Try it:
Below are the records. State how many of their lines contain "West", with nothing else.

Data extracted from a collection:
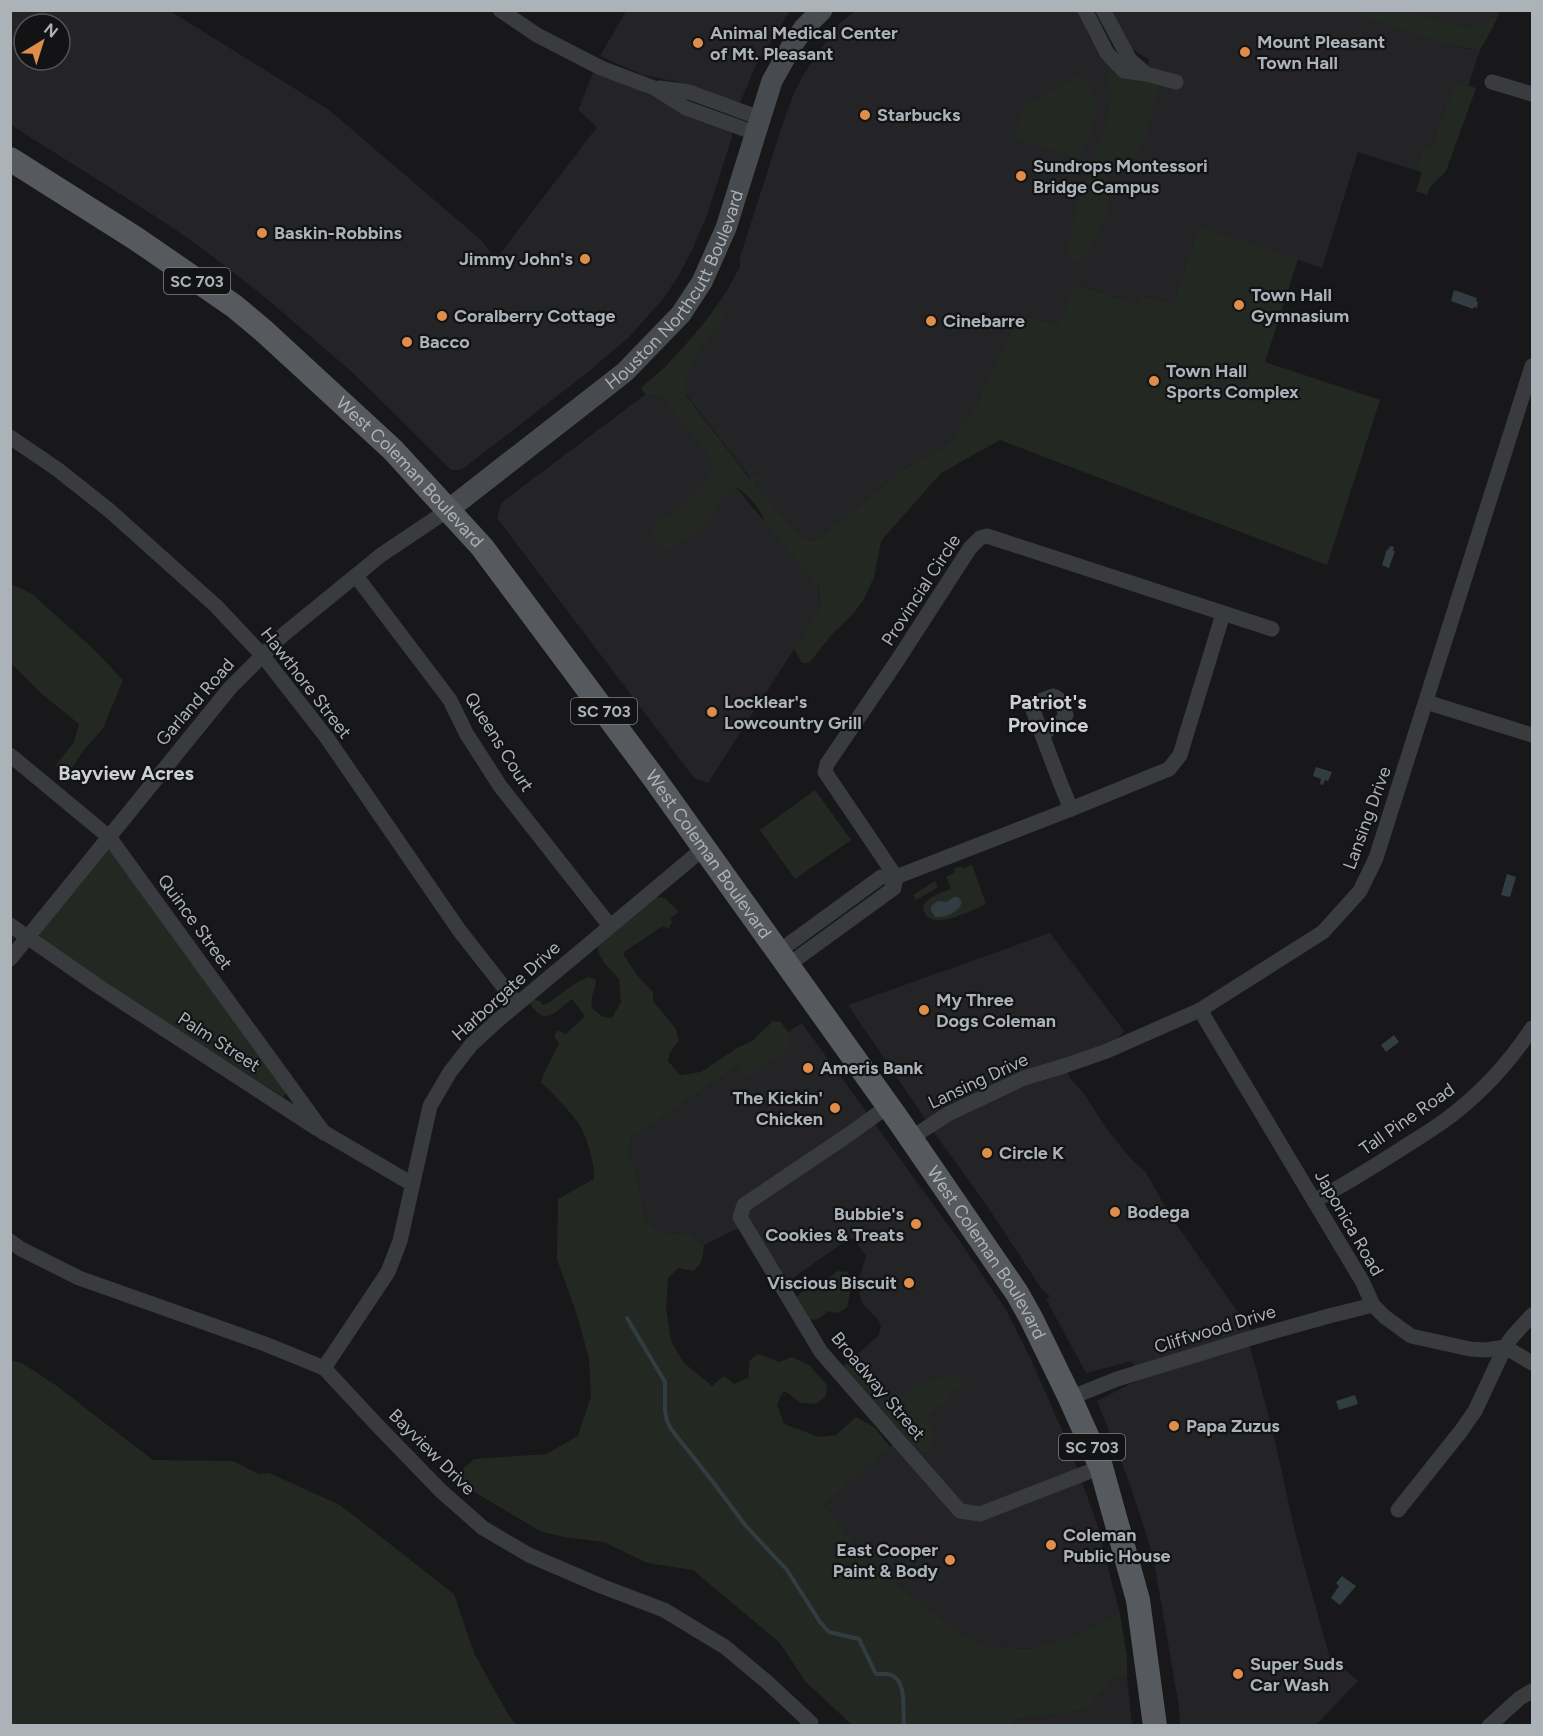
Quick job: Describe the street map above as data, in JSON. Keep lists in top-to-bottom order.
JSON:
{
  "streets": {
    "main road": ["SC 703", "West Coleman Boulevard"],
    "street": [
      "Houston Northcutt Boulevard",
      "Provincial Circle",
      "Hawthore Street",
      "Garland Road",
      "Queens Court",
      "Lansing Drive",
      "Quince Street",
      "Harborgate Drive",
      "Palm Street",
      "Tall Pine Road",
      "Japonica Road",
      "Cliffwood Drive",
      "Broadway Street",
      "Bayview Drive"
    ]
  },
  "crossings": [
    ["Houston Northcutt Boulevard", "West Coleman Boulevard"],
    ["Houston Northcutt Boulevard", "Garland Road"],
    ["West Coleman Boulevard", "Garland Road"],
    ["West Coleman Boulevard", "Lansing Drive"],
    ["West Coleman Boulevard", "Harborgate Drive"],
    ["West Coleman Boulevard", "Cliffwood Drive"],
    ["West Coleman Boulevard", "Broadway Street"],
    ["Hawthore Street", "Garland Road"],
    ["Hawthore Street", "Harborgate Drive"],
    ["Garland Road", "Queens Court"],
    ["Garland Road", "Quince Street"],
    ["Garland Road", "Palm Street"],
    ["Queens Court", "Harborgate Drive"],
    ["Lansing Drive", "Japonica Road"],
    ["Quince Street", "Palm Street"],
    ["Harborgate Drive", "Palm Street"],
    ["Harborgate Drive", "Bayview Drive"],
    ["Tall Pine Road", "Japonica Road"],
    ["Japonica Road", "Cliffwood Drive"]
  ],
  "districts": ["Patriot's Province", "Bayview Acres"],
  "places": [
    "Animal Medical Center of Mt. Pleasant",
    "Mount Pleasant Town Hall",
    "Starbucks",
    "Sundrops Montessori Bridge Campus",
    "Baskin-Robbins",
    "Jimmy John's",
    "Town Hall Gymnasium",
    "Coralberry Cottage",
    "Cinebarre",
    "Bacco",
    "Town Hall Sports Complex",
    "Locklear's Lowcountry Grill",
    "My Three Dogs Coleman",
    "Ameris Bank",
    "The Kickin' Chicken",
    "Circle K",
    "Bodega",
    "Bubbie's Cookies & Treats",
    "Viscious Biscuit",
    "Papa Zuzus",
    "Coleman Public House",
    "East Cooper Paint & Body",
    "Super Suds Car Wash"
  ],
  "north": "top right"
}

Solution to this task:
7